Spam detection plays a critical role in protecting users from unwanted content, phishing scams, and harmful links. By improving the recall of our spam classifier—without sacrificing overall accuracy—we contribute to a system that better shields users from malicious content and reduces the cognitive load of sorting through irrelevant messages.

Our improved model is particularly impactful in **contexts where missing a spam message has significant consequences**, such as corporate environments or vulnerable populations who may be more susceptible to phishing or financial scams. Enhancing recall means fewer harmful emails go undetected, supporting digital security and user trust.

That said, our project also surfaces potential **ethical concerns**. A model that prioritizes spam recall may increase **false positives**, where legitimate emails are incorrectly marked as spam. This could lead to important communications being missed—especially for users whose messages already face systemic biases, such as those writing in non-standard dialects or using informal language more commonly flagged as suspicious. Over-filtering can have real consequences in marginalized communities or in mission-critical communication settings like job applications or healthcare.

There are also **privacy considerations**. While our dataset is anonymized, spam detection systems often rely on continuous ingestion of user data. Developers and organizations deploying such models must be transparent about data usage and implement appropriate safeguards to avoid misuse or overreach in content monitoring.

Lastly, models trained on historical spam data may inherit outdated biases or fail to adapt to evolving spam techniques. A spam email from 2015 likely differs greatly from those exploiting social engineering trends in 2025. This highlights the importance of continuous retraining and auditing of deployed models.

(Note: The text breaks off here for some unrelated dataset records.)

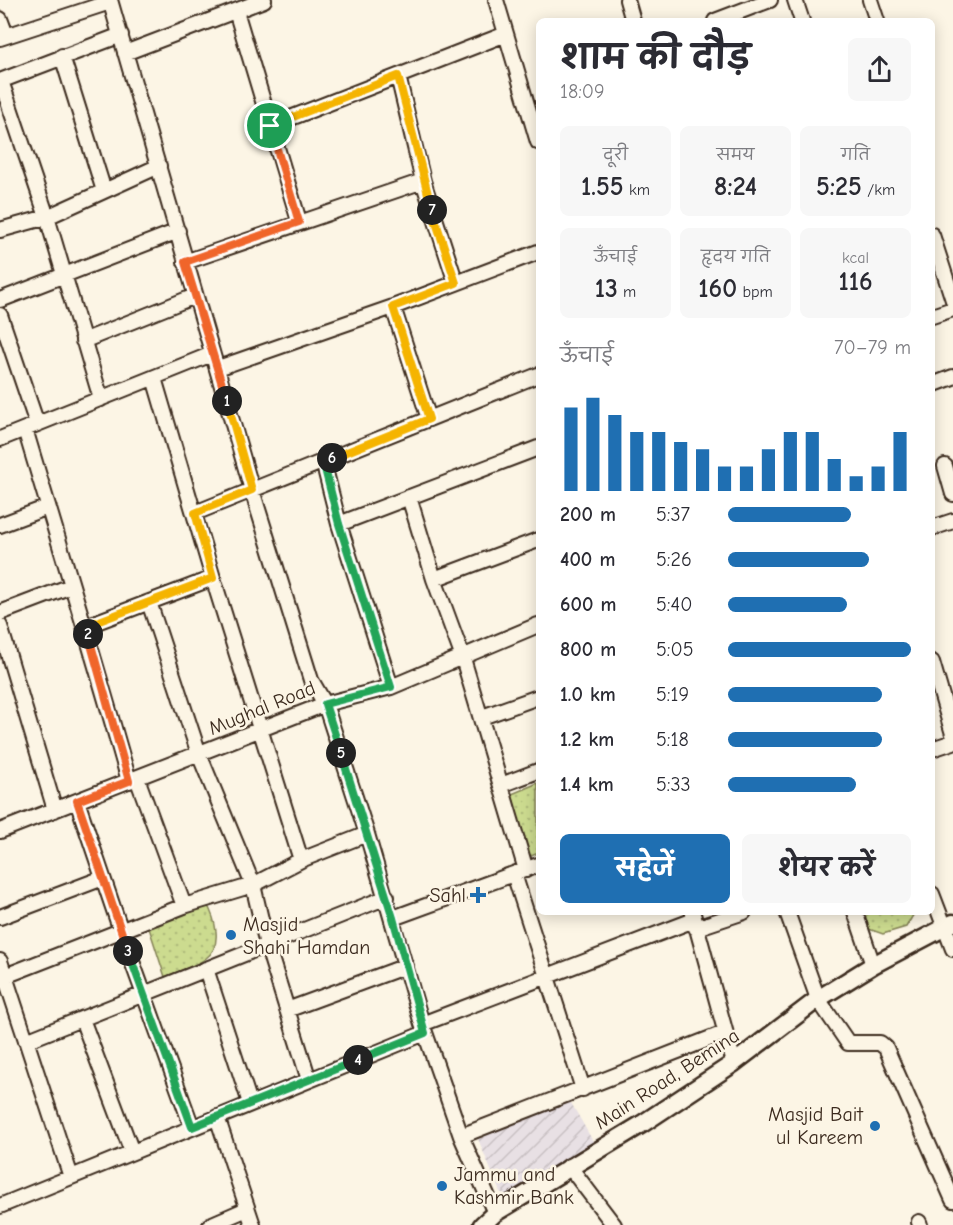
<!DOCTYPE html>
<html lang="hi">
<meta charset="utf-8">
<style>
body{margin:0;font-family:"Comic Neue","Playpen Sans Deva",sans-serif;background:#f7f7f7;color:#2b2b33;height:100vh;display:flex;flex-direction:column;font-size:22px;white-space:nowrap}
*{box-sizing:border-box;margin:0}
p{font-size:20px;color:#7c7c81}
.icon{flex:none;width:33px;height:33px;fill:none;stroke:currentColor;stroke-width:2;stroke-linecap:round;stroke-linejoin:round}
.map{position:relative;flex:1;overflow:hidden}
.drawer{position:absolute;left:536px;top:18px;width:399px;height:897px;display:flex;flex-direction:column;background:#fff;border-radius:9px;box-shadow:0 3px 15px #0003}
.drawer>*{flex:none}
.pin{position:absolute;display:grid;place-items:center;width:51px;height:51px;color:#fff;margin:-26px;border:3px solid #fff;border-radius:50%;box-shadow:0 2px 6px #0007}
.km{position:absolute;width:30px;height:30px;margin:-15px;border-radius:50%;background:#222;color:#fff;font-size:16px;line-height:30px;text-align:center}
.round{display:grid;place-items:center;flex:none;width:63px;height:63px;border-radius:9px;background:#f7f7f7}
.summary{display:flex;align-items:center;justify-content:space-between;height:102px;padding:0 24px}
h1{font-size:33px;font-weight:700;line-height:45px}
.figures{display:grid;grid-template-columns:repeat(3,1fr);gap:9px;height:102px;padding:6px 24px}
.figures div{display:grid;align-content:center;border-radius:9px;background:#f7f7f7;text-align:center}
.figures b{font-size:26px;font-weight:700}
.figures small{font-size:16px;font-weight:400}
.figures p{font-size:16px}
.chart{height:168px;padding:12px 24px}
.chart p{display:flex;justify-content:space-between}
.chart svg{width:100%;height:108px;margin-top:6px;stroke:#1f6fb2;stroke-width:6}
.cta{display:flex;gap:12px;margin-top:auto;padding:12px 24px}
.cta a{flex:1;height:69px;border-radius:9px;background:#1f6fb2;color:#fff;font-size:24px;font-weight:700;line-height:69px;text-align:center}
.cta a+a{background:#f7f7f7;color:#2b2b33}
ul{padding:0 24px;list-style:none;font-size:20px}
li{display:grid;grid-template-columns:96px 72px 1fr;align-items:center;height:45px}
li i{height:15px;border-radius:8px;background:#1f6fb2}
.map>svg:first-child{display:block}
.industrial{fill:url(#industrial-furrows)}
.park{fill:url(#park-dots);stroke:#848256;stroke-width:1.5}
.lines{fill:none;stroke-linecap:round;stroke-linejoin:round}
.minor-casing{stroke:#3b2a1e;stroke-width:18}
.major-casing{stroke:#3b2a1e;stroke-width:21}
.minor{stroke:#fcf5e5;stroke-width:14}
.major{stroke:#fcf5e5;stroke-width:16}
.split-1-casing{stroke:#fff;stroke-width:12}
.split-2-casing{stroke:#fff;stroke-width:12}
.split-3-casing{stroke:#fff;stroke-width:12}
.split-4-casing{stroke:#fff;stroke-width:12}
.split-5-casing{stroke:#fff;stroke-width:12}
.split-6-casing{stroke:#fff;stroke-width:12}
.split-7-casing{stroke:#fff;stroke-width:12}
.split-8-casing{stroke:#fff;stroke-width:12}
.split-1{stroke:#f0652b;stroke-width:8}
.split-2{stroke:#f5b400;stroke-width:8}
.split-3{stroke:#f0652b;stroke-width:8}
.split-4{stroke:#22a559;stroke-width:8}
.split-5{stroke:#22a559;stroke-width:8}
.split-6{stroke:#22a559;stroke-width:8}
.split-7{stroke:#f5b400;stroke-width:8}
.split-8{stroke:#f5b400;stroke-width:8}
.poi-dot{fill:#1f6fb2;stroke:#fcf5e5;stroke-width:2}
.labels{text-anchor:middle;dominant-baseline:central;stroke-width:5;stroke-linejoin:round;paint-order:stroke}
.street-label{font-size:20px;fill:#3b2a1e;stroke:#fcf5e5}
.poi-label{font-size:20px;fill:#3b2a1e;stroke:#fcf5e5;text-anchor:end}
</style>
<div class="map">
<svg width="953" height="1225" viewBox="0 0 953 1225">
<defs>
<pattern id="industrial-furrows" width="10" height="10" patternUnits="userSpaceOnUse" patternTransform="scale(1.5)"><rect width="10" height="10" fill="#e8e0e4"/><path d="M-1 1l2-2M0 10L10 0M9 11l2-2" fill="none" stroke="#c8c0c3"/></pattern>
<pattern id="park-dots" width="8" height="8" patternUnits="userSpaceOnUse" patternTransform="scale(1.5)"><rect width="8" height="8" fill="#ccdb8f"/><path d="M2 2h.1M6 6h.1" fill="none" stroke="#b0bc7b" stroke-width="1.8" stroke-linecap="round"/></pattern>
</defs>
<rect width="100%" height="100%" fill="#fcf5e5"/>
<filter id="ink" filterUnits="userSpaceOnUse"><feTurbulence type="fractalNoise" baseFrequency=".0167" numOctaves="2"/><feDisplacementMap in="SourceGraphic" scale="12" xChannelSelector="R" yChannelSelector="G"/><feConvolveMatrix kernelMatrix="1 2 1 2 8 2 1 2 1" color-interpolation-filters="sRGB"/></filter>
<g filter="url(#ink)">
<path class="industrial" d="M570 1101 594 1143 514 1200 500 1192 478 1139Z"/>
<path class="park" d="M538 783V853L527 858 512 794Z
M206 902C215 918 224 946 205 959 194 967 177 971 165 977L148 925Z
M862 912H915L906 927 883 934 866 928Z"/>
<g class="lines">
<g class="minor-casing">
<path id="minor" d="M110 0 252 490 311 680 325 704 367 834 422 1024 461 1136 495 1213
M496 0 538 142
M627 0 633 21
M795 0 802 21
M870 0 877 21
M236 11 299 221
M0 19 6 35
M715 21 770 0
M0 38 110 2
M125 53 264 0
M62 56 104 191
M398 76 423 181 456 283
M0 81 121 35
M1 81 47 217 101 399
M270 126 506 34
M0 230 47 217 159 166
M932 235 953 300
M185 262 423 181
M0 300 178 231
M393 307 429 419
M0 315 37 424
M932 316 953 309
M83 341 195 296
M218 368 393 307 538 252
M154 378 213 578 301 860
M932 385 953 377
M25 429C60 546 96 663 129 781
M0 439 212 354
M323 461 339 524 391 687
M945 466 953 494
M409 497 434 579 462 655 526 870
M195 513 538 375
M339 524 538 448
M0 525 48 507
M932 528 953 521
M434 579 538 540
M149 602 199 754 253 885 267 945 309 1080
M0 613 71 586
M0 626 55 810
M86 626 213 578
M932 662 953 734
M482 717 538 697
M932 749 953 742
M137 778 184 906
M501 785 538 771
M77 801 121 931 192 1127
M0 831 325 704 391 687 538 625
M514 874 583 1089
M932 894 953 949
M787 912 818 999 848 1043H880L886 1048 953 1200
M855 912 873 965
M693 914 734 1063
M0 917 103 878
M393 918 538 865
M696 928 744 912
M0 961 71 1177
M206 969 250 1103
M5 976 184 906 253 885 301 860 367 834
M287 1010 406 966
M82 1019 132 1152
M422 1024 694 920
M26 1041 387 897
M217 1117 253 1225
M461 1136 724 1033
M569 1166 614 1225
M0 1206 425 1033
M919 1222 920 1225
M210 1225 247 1209"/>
</g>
<g class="major-casing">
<path id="major" d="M482 1225 495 1213 642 1124 734 1063 818 999 873 965 953 923"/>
</g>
<use href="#minor" class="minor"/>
<use href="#major" class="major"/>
</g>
</g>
<g class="lines" filter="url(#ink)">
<g class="split-1-casing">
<path id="split-1" d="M227 401 185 262 299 222 270 126"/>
</g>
<g class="split-2-casing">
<path id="split-2" d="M88 634 86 626 213 578 195 513 252 490 227 401"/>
</g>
<g class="split-3-casing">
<path id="split-3" d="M88 634 129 781 77 801 128 951"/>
</g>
<g class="split-4-casing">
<path id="split-4" d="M128 951 192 1127 358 1060"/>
</g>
<g class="split-5-casing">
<path id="split-5" d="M341 753 393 918 425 1033 358 1060"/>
</g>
<g class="split-6-casing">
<path id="split-6" d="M332 458 323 461 339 524 391 687 325 704 341 753"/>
</g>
<g class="split-7-casing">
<path id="split-7" d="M332 458 429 419 393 307 456 283 432 210"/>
</g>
<g class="split-8-casing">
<path id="split-8" d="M270 126 398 76 432 210"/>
</g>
<use href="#split-1" class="split-1"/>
<use href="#split-2" class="split-2"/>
<use href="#split-3" class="split-3"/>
<use href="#split-4" class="split-4"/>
<use href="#split-5" class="split-5"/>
<use href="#split-6" class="split-6"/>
<use href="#split-7" class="split-7"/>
<use href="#split-8" class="split-8"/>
</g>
<g class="poi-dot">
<path d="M475 886h6v6h6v6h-6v6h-6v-6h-6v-6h6z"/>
<circle cx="231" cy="935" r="6"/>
<circle cx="875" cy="1126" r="6"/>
<circle cx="442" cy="1186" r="6"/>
</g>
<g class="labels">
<g class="street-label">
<text transform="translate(262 708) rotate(-22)">Mughal Road</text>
<text transform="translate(667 1079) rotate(-33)">Main Road, Bemina</text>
</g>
<g class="poi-label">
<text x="466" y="895">Sahl</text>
<text x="243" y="924" text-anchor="start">Masjid<tspan x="243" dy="23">Shahi Hamdan</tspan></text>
<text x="863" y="1114">Masjid Bait<tspan x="863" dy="23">ul Kareem</tspan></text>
<text x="454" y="1174" text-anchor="start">Jammu and<tspan x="454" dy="23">Kashmir Bank</tspan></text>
</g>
</g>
</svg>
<div class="pin" style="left:270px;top:126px;background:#1e9e55"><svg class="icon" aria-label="arrive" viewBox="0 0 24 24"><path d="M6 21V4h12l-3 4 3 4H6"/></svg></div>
<b class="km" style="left:227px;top:401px">1</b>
<b class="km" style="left:88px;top:634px">2</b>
<b class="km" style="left:128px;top:951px">3</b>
<b class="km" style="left:358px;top:1060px">4</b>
<b class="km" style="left:341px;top:753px">5</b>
<b class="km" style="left:332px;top:458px">6</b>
<b class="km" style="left:432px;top:210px">7</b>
<section class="drawer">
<div class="summary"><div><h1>शाम की दौड़</h1><p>18:09</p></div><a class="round"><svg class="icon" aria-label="share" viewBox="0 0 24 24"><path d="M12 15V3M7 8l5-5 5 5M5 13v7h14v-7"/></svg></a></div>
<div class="figures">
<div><p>दूरी</p><b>1.55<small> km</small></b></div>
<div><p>समय</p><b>8:24</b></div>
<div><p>गति</p><b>5:25<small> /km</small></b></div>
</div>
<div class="figures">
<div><p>ऊँचाई</p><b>13<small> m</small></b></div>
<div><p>हृदय गति</p><b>160<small> bpm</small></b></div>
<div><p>kcal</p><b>116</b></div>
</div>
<div class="chart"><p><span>ऊँचाई</span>70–79 m</p>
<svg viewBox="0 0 160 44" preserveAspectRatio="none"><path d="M5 44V10M15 44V6M25 44V13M35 44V20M45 44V20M55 44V24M65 44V27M75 44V34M85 44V34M95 44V27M105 44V20M115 44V20M125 44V31M135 44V38M145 44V34M155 44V20"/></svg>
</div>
<ul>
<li><b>200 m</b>5:37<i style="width:67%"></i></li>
<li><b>400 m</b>5:26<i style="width:77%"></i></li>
<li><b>600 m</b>5:40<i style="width:65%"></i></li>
<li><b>800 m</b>5:05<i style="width:100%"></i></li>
<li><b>1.0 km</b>5:19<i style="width:84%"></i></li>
<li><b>1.2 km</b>5:18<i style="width:84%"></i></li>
<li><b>1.4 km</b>5:33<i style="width:70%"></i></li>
</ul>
<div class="cta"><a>सहेजें</a><a>शेयर करें</a></div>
</section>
</div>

In summary, while our project improves model performance and serves a socially beneficial purpose, it also reminds us of the **importance of fairness, privacy, and adaptability** when developing and deploying real-world machine learning applications.


## **Referrences** 
* Balaka. (2021). *Email Spam Classification Dataset (CSV)*. Kaggle. https://www.kaggle.com/datasets/balaka18/email-spam-classification-dataset-csv/data

* Cisco. (2021). *2021 Cybersecurity Threat Trends: Phishing, Crypto Top the List*. Cisco Talos. https://www.cisco.com/c/en/us/products/security/email-security/white-paper-listing.html

* Halko, N., Martinsson, P. G., & Tropp, J. A. (2011). *Finding structure with randomness: Probabilistic algorithms for constructing approximate matrix decompositions*. SIAM Review, 53(2), 217–288. https://doi.org/10.1137/090771806

* Manning, C. D., Raghavan, P., & Schütze, H. (2008). *Introduction to Information Retrieval*. Cambridge University Press.

* Ng, A. Y. (2002). *Feature selection, L1 vs. L2 regularization, and rotational invariance*. Proceedings of the 19th International Conference on Machine Learning (ICML).

* Pedregosa, F., Varoquaux, G., Gramfort, A., Michel, V., Thirion, B., Grisel, O., ... & Duchesnay, É. (2011). *Scikit-learn: Machine Learning in Python*. Journal of Machine Learning Research, 12, 2825–2830.

* Ramos, J. (2003). *Using TF-IDF to determine word relevance in document queries*. In Proceedings of the First Instructional Conference on Machine Learning.